About one year ago I wrote about i18n and the rails asset pipeline with jQuery.
Last week I took the time to update my jquery-localization-engine
to support i18next instead of jquery-localize.
I also added support for an external service, Copycopter. Copycopter enables you to update your localizations without being forced to redeploy your application.
The new package is called rails-asset-localization.
So far it’s working really great. To summarize - the upsides
- all my locales are compiled on deployment. Users accessing my application for the first time wont have any additional network requests for localizations. They might be served outdated locales, but only for a short amount of time.
- returning users will be served new locales every five hours, leaving them with a more up to date version of the locales. This is handled by i18next without any work on my side.
- I can update all locales using Copycopter without having to worry to redeploy the application.
The downsides:
- i18next supports default values, but those default values are not sent back to Copycopter at the moment. This means I’m forced to memorize which keys to add with which default values. Note that i18next has support for posting new translations to a backend but I’ve not added support for this just yet.

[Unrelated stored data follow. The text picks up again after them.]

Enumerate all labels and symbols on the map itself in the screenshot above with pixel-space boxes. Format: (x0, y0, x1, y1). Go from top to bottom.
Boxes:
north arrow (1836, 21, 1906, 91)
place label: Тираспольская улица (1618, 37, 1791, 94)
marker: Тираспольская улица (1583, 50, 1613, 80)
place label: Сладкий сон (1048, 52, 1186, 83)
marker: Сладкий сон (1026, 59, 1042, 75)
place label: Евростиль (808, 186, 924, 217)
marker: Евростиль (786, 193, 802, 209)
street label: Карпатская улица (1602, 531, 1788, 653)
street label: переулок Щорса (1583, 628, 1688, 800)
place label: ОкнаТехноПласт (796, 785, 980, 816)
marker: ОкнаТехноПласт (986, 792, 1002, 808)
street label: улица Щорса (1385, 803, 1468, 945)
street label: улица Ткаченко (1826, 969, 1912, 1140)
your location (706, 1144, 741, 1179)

- there’s no way to force the client to redownload locales at the moment. This could be added easily by removing the localStorage elements i18next creates, though.

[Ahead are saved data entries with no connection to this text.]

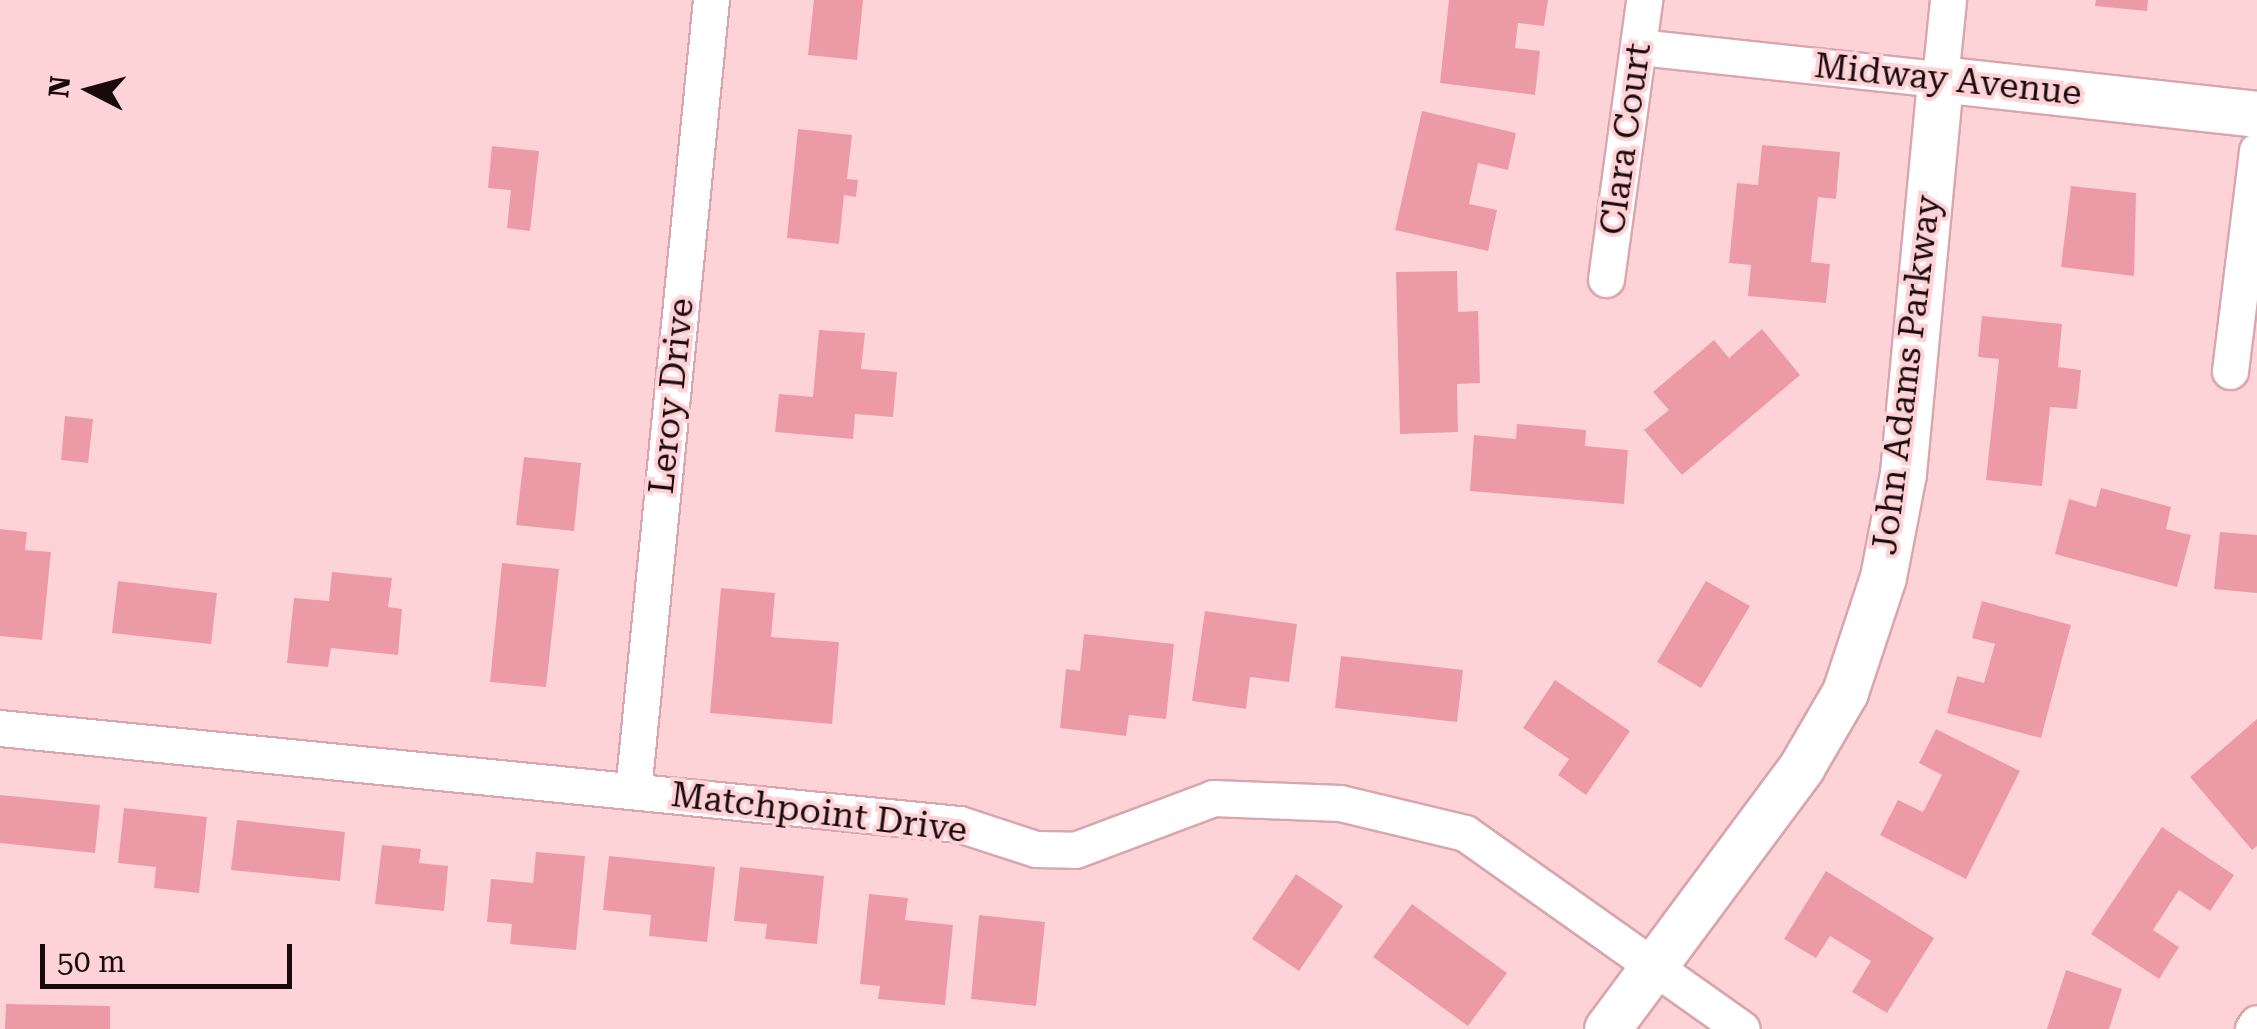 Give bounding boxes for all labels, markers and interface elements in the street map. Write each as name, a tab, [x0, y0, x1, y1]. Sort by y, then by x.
north arrow	[40, 40, 140, 140]
street label: Clara Court	[1592, 40, 1660, 238]
street label: Midway Avenue	[1812, 45, 2084, 115]
text: N	[42, 74, 77, 99]
street label: John Adams Parkway	[1864, 193, 1950, 557]
street label: Leroy Drive	[641, 296, 703, 496]
street label: Matchpoint Drive	[669, 774, 969, 852]
scale bar	[45, 924, 298, 986]
text: 50 m	[57, 944, 126, 979]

Here’s a short integration example which I’m running in production:
I’ve set up my to use rails-asset-localization and my application.coffee to load i18next + a simple UI initialization code:
# Gemfile
gem 'rails-asset-localization', git: '[email protected]:nicolai86/rails-asset-localization.git', branch: :master
# application.coffee
#= require jquery
#= require jquery_ujs
#= require i18next
#= require i18n/translations
window.UI = {
currentLocale: null
load: (locale) ->
@currentLocale = locale
for bundledLocale of bundledLocales
storedLocale = window.localStorage.getItem("res_#{bundledLocale}")
unless storedLocale?
object = {}
object[bundledLocale] = bundledLocales[bundledLocale]
i18n.sync._storeLocal object
options = {
interpolationPrefix: '%{'
interpolationSuffix: '}'
lng: locale
resGetPath: "/locales/%{lng}.json"
useLocalStorage: true
localStorageExpirationTime: 60 * 60 * 5 * 1000
}
i18n.init options
}
inside my application.haml I’m calling out to UI.load
!!!
%html
%head
%body
:coffeescript
UI.load("#{I18n.locale}");
my client side templates are using @leshills handlebars_assets
# welcome.hamlbars
%h1
{{t "app.welcome"}}
I’ve added a Handlebars helper method which enables me to use i18n.t inside my views:
Handlebars.registerHelper 't', ->
args = [].slice.call(arguments)
result = i18n.t.apply(i18n,args)
return new Handlebars.SafeString(result)
A future version of rails_asset_localization will have support for the posting of new translations - but for now this works just great.
That’s it! Happy hacking - and happy easter!